Tyler Bates is the compositional king of the box office, with Deadpool 2 killin’ it to the tune of a $125.0 million opening weekend — the second biggest R-rated North American debut ever according to Comscore. Bates is on a rockin’ roll, having just received a BMI Film Music Award for his outstanding performance at the past year’s boxoffice with Guardians of the Galaxy, Vol. 2 and Atomic Blonde.
Bates also composed the scores to last year’s John Wick: Chapter 2. Deadpool 2 stars Ryan Reynolds, Josh Brolin and Morena Baccarin and is directed by David Leitch, who helmed 2014’s John Wick as well as Atomic Blonde.
Bates, who is represented by Fortress Talent Management’s Rick Jacobellis, is one of the town’s busiest working composers, having scored more than 50 feature film since Cassian Elwes gave him his big break on 1993’s cops versus aliens adventure Blue Flame. He also keeps a very busy TV scoring schedule, working on Amazon’s Grand Tour, Netflix’s The Punisher and The Cartoon Network’s Samurai Jack.
When he isn’t sounding out popular entertainment for screens large and small, he writes, records and tours with Marilyn Manson.
Second place at the box office goes to Alan Silvestri for Disney/Marvel’s Avengers: Infinity War earning $28.672 million in its fourth weekend for a North American total through Sunday of $595.0 million and $1.8 billion worldwide, “making it is the No. 4 global release of all-time,” according to Comscore senior analyst Paul Dergarabedian.
Silvestri was also honored at the May 9 BMI Film, TV & Visual Media Awards: for this very same Avengers, directed by the brothers Anthony and Joe Russo, and Steven Spielberg’s Ready Player One. Silvestri is represented by Gorfaine/Schwartz.
Counter-programming the super-hero action, New York-bred composer Peter Nashel created the music for Paramount’s Book Club, which paged to third place with a strong $12.5 million debut. The story of four longtime friends whose lives are turned upside down after reading 50 Shades of Grey. The PG13 rated feature has an old-star cast Jane Fonda, Diane Keaton, Candice Bergen, Mary Steenburgen, Richard Dreyfuss, Andy Garcia, Wallace Shawn, Alicia Silverstone, Don Johnson & Craig T. Nelson. Nashel is represented by Fortress’ Robert Messinger.
Composer Fil Eisler celebrated fourth place with Warner Bros.’ comedy Life of The Party toasting a $7.725 million second weekend and has earned $31.037 million through Sunday. The film stars Melissa McCarthy as a dedicated housewife who after being dumped by her husband goes back to college and winds up in the same class as her daughter. Evolution Partners’ Christine Russell and Seth Kaplan.
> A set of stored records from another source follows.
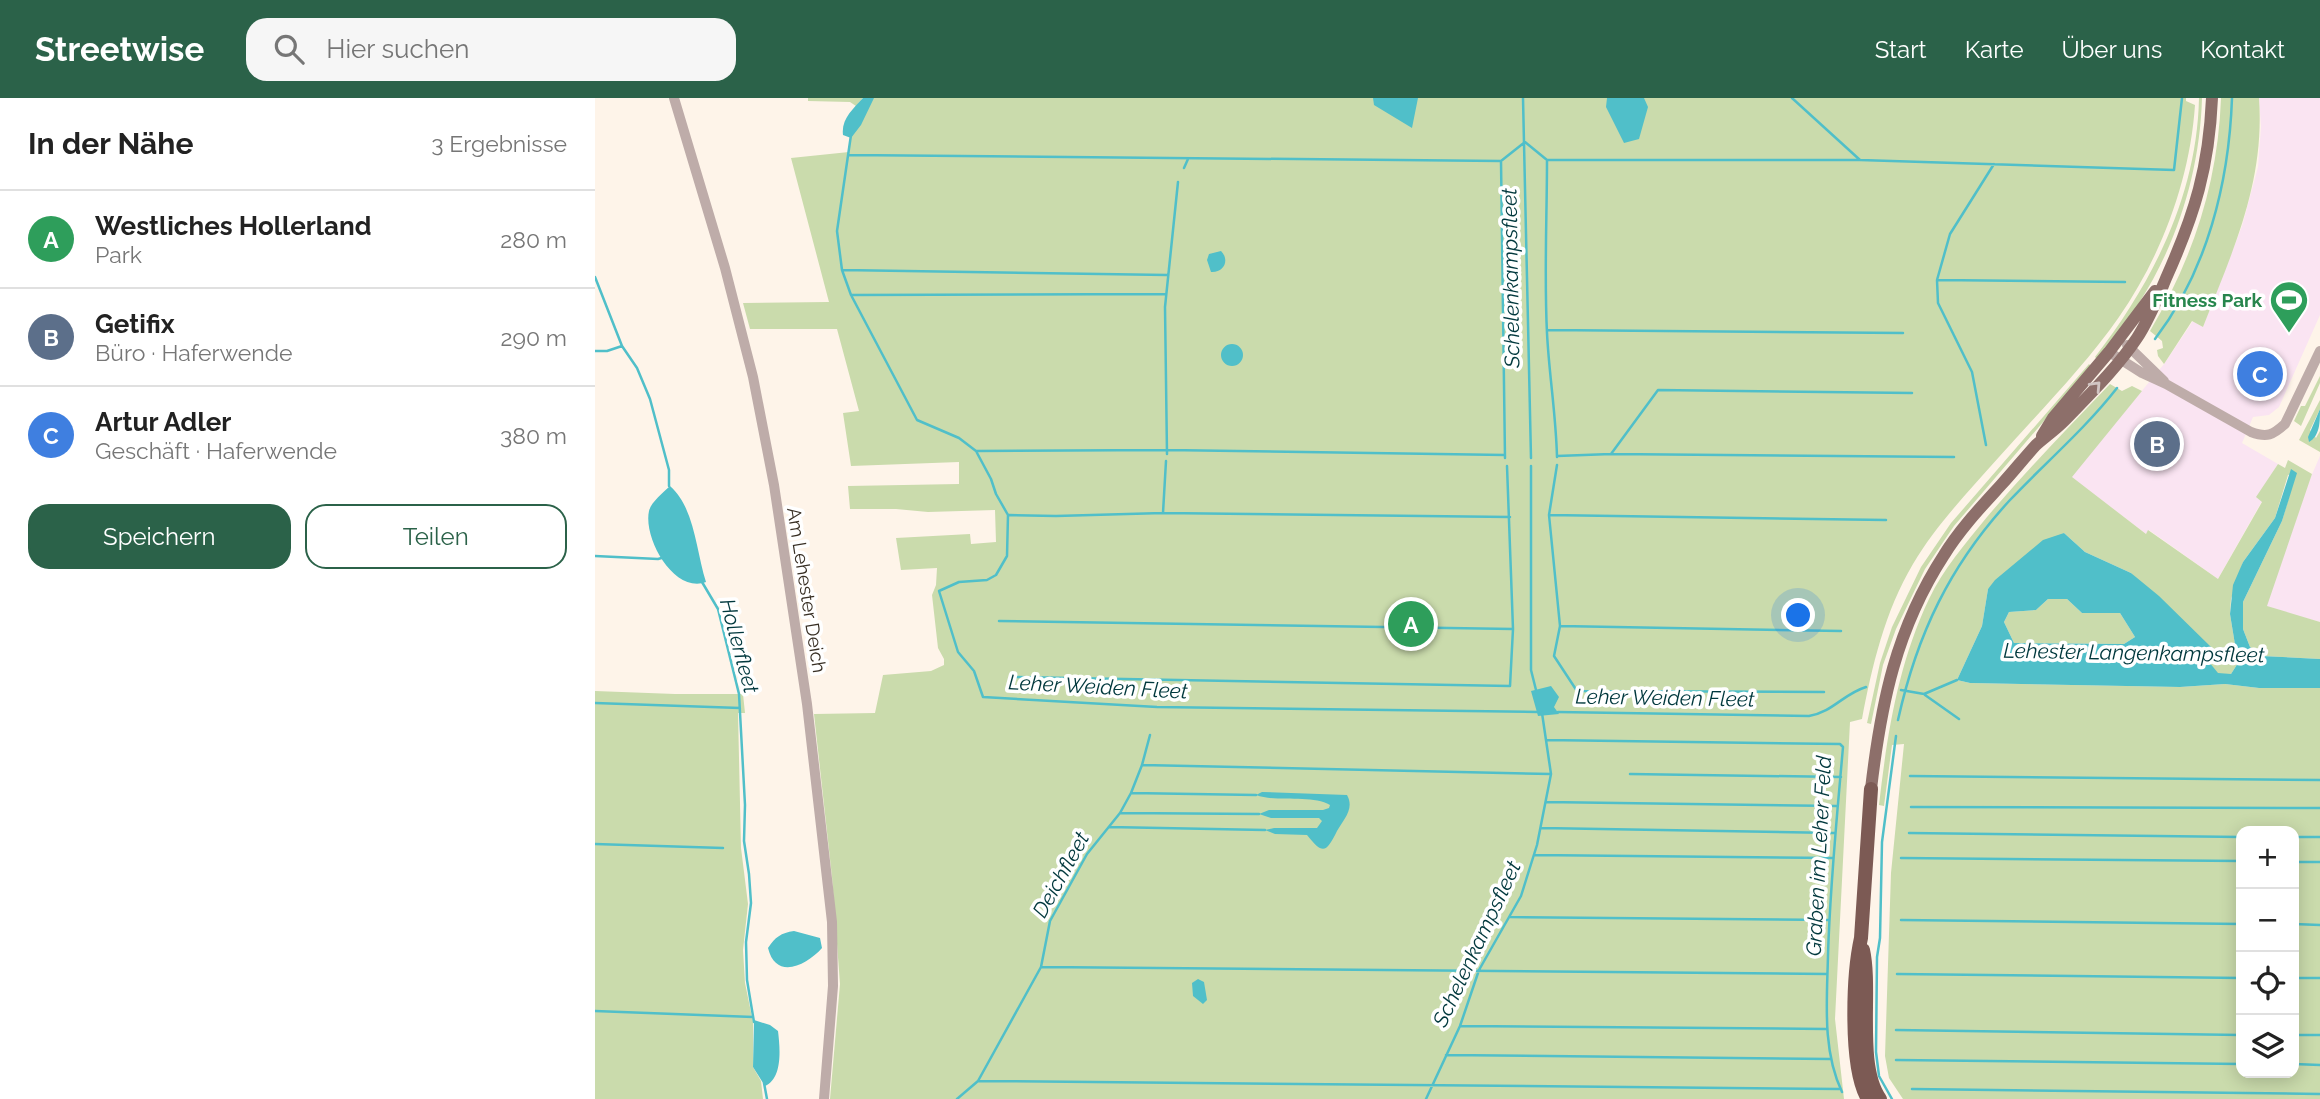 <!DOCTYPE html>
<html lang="de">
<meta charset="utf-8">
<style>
body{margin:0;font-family:Raleway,sans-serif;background:#f6f6f6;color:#222}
.controls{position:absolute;right:21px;bottom:21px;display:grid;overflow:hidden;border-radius:14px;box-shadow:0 4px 18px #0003}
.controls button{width:63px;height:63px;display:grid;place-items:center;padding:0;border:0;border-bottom:2px solid #e0e0e0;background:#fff;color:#222;font:35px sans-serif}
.you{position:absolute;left:1204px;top:518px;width:24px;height:24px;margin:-18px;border:5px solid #fff;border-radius:50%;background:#1a73e8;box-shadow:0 0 0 10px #1a73e833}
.badge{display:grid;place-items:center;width:46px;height:46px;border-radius:50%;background:#2b6249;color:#fff;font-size:23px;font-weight:700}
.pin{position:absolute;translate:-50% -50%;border:4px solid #fff;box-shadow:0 2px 7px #0006}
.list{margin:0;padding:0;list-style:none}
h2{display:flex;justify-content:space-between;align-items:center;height:91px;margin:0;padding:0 28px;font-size:30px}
h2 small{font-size:23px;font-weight:400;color:#767676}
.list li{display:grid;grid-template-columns:46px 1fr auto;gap:21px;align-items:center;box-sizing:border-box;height:98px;padding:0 28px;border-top:2px solid #e0e0e0}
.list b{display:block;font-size:26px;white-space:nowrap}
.list p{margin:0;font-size:23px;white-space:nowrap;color:#767676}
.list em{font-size:23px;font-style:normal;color:#767676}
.actions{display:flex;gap:14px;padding:21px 28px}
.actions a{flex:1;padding:16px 0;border:2px solid #2b6249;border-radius:21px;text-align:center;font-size:24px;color:#2b6249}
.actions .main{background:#2b6249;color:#fff}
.icon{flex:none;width:38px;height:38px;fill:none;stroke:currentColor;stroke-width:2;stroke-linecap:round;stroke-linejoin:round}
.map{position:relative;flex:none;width:1725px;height:1001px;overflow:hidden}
header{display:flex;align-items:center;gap:42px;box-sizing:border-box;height:98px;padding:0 35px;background:#2b6249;color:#fff}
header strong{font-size:33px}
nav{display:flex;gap:38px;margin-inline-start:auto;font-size:24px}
.search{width:490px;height:63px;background:#f6f6f6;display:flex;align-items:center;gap:18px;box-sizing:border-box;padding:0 24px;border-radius:21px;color:#767676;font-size:26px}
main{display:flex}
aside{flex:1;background:#fff}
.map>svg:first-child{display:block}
</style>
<header>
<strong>Streetwise</strong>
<div class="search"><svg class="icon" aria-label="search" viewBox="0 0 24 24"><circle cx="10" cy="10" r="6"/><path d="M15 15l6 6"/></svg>Hier suchen</div>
<nav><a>Start</a><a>Karte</a><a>Über uns</a><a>Kontakt</a></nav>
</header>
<main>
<aside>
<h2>In der Nähe<small>3 Ergebnisse</small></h2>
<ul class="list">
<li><span class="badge" style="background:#2e9e5b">A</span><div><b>Westliches Hollerland</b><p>Park</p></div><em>280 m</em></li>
<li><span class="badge" style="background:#5c6f8a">B</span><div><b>Getifix</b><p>Büro · Haferwende</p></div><em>290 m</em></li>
<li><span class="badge" style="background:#3f7fe0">C</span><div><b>Artur Adler</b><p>Geschäft · Haferwende</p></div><em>380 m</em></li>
</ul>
<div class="actions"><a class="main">Speichern</a><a>Teilen</a></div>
</aside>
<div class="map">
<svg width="1725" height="1001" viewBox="0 0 1725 1001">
<rect width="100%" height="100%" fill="#fef4e9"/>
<path fill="#fae4f2" d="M 1664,0 L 1725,0 L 1725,217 L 1684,309 L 1674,317 L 1658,319 L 1647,345 L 1683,366 L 1662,399 L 1667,403 L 1623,481 L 1554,432 L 1551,436 L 1476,379 L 1569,266 L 1598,223 L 1608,229 L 1647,128 L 1663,69 L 1666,29 Z
M 1725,358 L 1725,524 L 1671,509 L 1715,381 Z"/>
<path fill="#cadbac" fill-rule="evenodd" d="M 213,0 L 268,0 L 261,8 L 255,4 L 213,3 Z
M 271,0 L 1591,0 L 1591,3 L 1600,7 C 1595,81 1567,157 1524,219 C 1489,269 1445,313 1404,359 C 1374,393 1341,427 1318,466 C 1290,513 1277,568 1267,621 L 1255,624 L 1240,921 L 1249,1001 L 235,1001 L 245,886 L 237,779 L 219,616 L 280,615 L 288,577 L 336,573 L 349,567 L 349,561 L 343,550 L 337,497 L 341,487 L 342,470 L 306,472 L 301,440 L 375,436 L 376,446 L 401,444 L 400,412 L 333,414 L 301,411 L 255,411 L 253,388 L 364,386 L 364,364 L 256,368 L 248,315 L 264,313 L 242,231 L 155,231 L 148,205 L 234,204 L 196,60 L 254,54 L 257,32 Z
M 1604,0 L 1607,0 C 1605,72 1583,144 1544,205 C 1532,225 1516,243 1502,261 L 1500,259 C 1558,184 1602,97 1604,0 Z
M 1626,0 L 1664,0 C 1670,85 1638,152 1608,229 L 1597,223 L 1569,266 L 1563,258 L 1562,252 L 1568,250 L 1567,243 L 1555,233 C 1598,160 1623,85 1626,0 Z
M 1494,266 L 1496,268 L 1359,428 L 1330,471 L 1301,531 L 1288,567 L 1276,626 L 1272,625 L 1285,565 L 1297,529 L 1326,469 L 1356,425 Z
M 1725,278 L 1725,285 L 1706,328 L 1699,323 L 1706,308 L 1710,308 Z
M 1515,286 L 1527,293 L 1537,288 L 1547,293 L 1477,379 L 1551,436 L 1553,432 L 1623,481 L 1667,404 L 1661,399 L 1683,366 L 1690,370 L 1693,362 L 1717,376 L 1672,508 L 1725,524 L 1725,561 L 1666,558 L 1655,549 L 1648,531 L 1648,504 L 1687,423 L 1701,375 L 1693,377 L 1680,420 L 1648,464 L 1636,501 L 1635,516 L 1643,565 L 1636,576 L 1623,576 L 1536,475 L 1490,454 L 1469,435 L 1393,491 L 1387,528 L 1362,582 L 1375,585 L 1585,589 L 1630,586 L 1664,590 L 1725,590 L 1725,1001 L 1308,1001 L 1294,980 L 1290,958 L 1296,775 L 1309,646 L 1297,647 L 1289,708 L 1284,707 C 1292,637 1303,566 1334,501 C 1348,471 1371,445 1392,419 C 1431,373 1473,330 1515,286 ZM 1646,733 L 1699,733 L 1699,975 L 1646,975 Z
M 1725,302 L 1725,311 L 1715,332 L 1721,340 L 1725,333 L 1725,354 L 1704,342 Z
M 1453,501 L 1472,501 L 1487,515 L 1525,515 L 1540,539 L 1529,546 L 1419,545 L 1409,524 L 1414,514 L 1441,512 Z
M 0,593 L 80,596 L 148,596 L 150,615 L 143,615 L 146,750 L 153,806 L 148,852 L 150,885 L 158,924 L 158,969 L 166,983 L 168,1001 L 0,1001 Z"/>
<path fill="#50bfc9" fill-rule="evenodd" d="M 268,0 L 279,0 L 266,27 L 256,40 L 248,37 C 246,21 258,11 268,0 Z
M 778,0 L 823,0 L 817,30 L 779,7 Z
M 1012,0 L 1049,0 L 1053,9 L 1044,41 L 1029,45 L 1011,9 Z
M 626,153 C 635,162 629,175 616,174 L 612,162 L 614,156 Z
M626 257a11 11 0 1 1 22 0a11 11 0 1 1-22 0Z
M 1725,311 C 1725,324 1725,338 1714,344 L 1713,339 Z
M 1696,371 L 1702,375 L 1687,423 L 1648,504 L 1648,531 L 1655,549 L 1666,558 L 1725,561 L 1725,590 L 1664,590 L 1630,586 L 1585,589 L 1375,585 L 1362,582 L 1387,528 L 1393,491 L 1400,482 L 1448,442 L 1469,435 L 1490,454 L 1536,475 L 1564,498 L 1616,549 L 1614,564 L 1623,575 L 1636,576 L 1643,565 L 1635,516 L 1638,487 L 1648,464 L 1680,420 ZM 1453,501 L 1472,501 L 1487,515 L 1525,515 L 1540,539 L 1529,546 L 1419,545 L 1409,524 L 1414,514 L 1441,512 Z
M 75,388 C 100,410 101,453 111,484 C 79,496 48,440 54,413 C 56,404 68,395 75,388 Z
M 956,588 L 964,599 L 959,609 L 964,616 L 943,618 L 936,593 Z
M 667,694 L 752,697 C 760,711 748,722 742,733 C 731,755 728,757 712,737 L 680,736 L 670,732 L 679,730 L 722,730 L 727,723 L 724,720 L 676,720 L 664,716 L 674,712 L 728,712 L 734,710 L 735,707 C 717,696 683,705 661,697 Z
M 199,833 L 225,840 L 227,850 C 212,867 181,883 173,850 C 180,839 186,835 199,833 Z
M 603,881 L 609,884 L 612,902 L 608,906 L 598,898 L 597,885 Z
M 159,922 L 175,927 L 183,933 C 185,950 188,980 170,988 L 158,969 Z"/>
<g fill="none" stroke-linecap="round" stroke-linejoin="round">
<path stroke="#50bfc9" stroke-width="2.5" d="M 928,0 L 936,360
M 1197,0 L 1265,62
M 256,37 L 242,133 L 247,172 L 256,197 L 322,322 L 364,340 L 381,353 L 396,381 L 401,396 L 413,417 L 412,458 L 401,477 L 392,482 L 364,484 L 344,493 L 363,554 L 379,573 L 388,599 L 562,609 L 943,614
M 254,57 L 906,63 L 930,44 L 952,62 L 1265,62 L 1579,72 L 1587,0
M 952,62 C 952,119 949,177 952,235 C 954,276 961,317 962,359
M 906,63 L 910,360
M 589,70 L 593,61
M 247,172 L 572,177
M 0,179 L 27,248 L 42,270 L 55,301 L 74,372 L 74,388
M 1342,182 L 1530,184
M 256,197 L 571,196
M 952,232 L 1308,235
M 1560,241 C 1612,173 1634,85 1637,0
M 0,253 L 12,253 L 27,248
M 1391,347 L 1377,274 L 1343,205 L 1342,182 L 1355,136 L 1399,66
M 381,353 L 572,352 L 910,357
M 572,356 L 570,209 L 583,84
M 1016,356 L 1063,292 L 1317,295
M 962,358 L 1016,356 L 1359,359
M 962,367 L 954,417 L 965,528 L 959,558 L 982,593 L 1229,594
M 936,368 L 936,572 L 941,592
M 568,415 L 571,363
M 414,417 L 461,418 L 568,415 L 915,419
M 954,417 L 1291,422
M 0,458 L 63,461 L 70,459
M 107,484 L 123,511 L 144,596 L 150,707 L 149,743 L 154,776 L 156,805 L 151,844 L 152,882 L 159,924
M 404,523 L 918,531
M 965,528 L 1246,533
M 420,579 L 915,588 L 918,531 L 912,368
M 1306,592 L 1329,596 L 1362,582
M 1330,597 L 1364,621
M 0,605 L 145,610
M 963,614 L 1214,618 C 1238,614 1248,596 1271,589
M 1303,622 C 1322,536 1355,467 1415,402 C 1450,365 1490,331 1522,290
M 951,642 L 1245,646 L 1248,649 C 1242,718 1235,787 1233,857 C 1232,903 1227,952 1247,994
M 547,667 L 956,676
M 1035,676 L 1246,679
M 1315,678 L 1725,682
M 536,695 L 661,697
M 951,704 L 1241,708
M 1316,709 L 1725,710
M 525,715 L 664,716
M 514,729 L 670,732
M 946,730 L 1239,735
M 1314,735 L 1646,739
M 1699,739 L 1725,739
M 0,746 L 128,750
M 939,757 L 1237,760
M 1306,760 L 1646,763
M 1699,764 L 1725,764
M 915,819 L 1234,822
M 1306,822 L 1646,826
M 1699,826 L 1725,827
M 446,869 L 1232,876
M 1302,876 L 1646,880
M 1699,880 L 1725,880
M 0,913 L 158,919
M 865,928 L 1231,931
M 1301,932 L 1646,937
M 1699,937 L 1725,937
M 851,957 L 1236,961
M 1301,962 L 1646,966
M 1699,966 L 1725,967
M 383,983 L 1245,991
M 169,985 L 172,1001
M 1317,991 L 1725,996
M 362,1001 L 383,983 L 446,869 L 455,823 L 492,756 L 525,715 L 536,695 L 547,667 L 555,637
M 831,1001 L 865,928 L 884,872 L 926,798 L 942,747 L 956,676 L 947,615
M 1297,1001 L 1284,978 L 1281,954 L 1282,859 L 1285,840 L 1287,744 L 1301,638"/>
<path stroke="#beaca9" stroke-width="10" d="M 79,0 L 130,170 L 158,279 L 179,387 L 212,606 L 237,824 L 238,888 L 229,1001
M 1532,247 L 1569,283
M 1514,254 L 1547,275 L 1571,286 L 1656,334 C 1672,340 1678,337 1690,326 L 1725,253"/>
<path stroke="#8d6f6a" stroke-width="12" d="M 1447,338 L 1458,320 L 1514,254 L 1560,193
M 1276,691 C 1286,605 1301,531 1349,457 C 1365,431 1386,409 1406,387 C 1418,374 1429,360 1441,347 C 1450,339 1460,332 1469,323 C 1494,297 1522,270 1542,240 C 1555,220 1563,199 1572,178 C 1600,115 1614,69 1617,0"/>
<path stroke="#7c5a54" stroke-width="14" d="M 1268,852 C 1277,892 1261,968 1285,1001
M 1273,1001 C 1254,970 1258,876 1266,840 L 1276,691"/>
</g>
<defs><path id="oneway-chevron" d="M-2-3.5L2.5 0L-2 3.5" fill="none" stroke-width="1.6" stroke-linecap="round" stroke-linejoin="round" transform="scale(1.75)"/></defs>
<use stroke="#d1c5c3" href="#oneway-chevron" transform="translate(1501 288) rotate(-47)"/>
<defs>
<g id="stadium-pin" transform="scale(2.0125)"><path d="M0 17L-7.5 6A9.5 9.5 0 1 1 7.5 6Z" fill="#2e9e5b" stroke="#fff"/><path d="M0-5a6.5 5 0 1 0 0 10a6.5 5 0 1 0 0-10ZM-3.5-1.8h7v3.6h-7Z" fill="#fff"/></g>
</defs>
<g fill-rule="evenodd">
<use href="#stadium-pin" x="1694" y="202"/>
</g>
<g text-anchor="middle" stroke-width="7" stroke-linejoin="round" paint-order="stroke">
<g font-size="19" font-weight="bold" fill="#27864d" stroke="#fff" text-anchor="end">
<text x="1667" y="209">Fitness Park</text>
</g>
<g font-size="19" fill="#372e23" stroke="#fff">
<text transform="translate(212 492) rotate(81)" y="7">Am Lehester Deich</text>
</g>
<g font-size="21" font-style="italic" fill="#01383d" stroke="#fff">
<text transform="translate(916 180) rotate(-91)" y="7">Schelenkampsfleet</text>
<text transform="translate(144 548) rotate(75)" y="7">Hollerfleet</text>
<text transform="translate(1539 555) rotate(1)" y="7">Lehester Langenkampsfleet</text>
<text transform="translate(503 589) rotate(3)" y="7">Leher Weiden Fleet</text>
<text transform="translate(1070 600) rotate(1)" y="7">Leher Weiden Fleet</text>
<text transform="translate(1224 758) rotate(-87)" y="7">Graben im Leher Feld</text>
<text transform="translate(466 777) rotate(-61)" y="7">Deichfleet</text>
<text transform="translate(882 846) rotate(-65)" y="7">Schelenkampsfleet</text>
</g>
</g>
</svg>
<div class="controls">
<button>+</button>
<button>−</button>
<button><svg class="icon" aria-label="locate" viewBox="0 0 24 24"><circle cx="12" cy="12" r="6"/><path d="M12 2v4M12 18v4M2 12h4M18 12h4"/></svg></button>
<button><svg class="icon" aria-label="layers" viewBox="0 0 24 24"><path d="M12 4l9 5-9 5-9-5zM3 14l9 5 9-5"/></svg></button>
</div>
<div class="you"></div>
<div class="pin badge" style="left:816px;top:526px;background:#2e9e5b">A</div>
<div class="pin badge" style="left:1562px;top:346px;background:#5c6f8a">B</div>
<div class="pin badge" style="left:1665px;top:276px;background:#3f7fe0">C</div>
</div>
</main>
Rounding out the top five is composer Johnny Klimek and Universal’s Breaking In, starring Gabrielle Union as a woman who will stop at nothing to rescue her two children being held hostage in a house designed with impenetrable security. The film took in $6.470 million in this its second weekend and has earned $28.750 million in North America through Sunday.
Australian-born electronica specialist Klimek achieved notoriety for scores to Run, Lola, Run (1998) and more recently scored 2012’s Cloud Atlas, for which he received a Golden Globe nomination. Klimek is also currently scoring the Netflix series Sense8, created by Cloud Atlas co-directors Lana and Lilly Wachowski. Klimek is repped by Oticons’ George Christopoulos and WME’s Amos Newman.
The rest of the top 10 feature scores by Heitor Pereira (Open Road’s family film Show Dogs, which opened to $6.035 million); Lyle Workman (Lionsgate’s romantic comedy Overboard, which netted $4.725 million in its third weekend); Marco Beltrami (Paramount’s horror hit A Quiet Place, scaring up $4.04 million its seventh weekend for a cume of $176.176 million); Andrew Lockington (Warner Bros.’ animals-on-the-loose-ransacking-Chicago actioner Rampage, starring Dwayne Johnson, adding $1.50 million its sixth weekend for a grand NA total of $92.423 million through Sunday); and Michael Andrews (the STX comedy I Feel Pretty, starring Amy Schumer, with $1.20 million in its fifth weekend and $46.53 million through Sunday).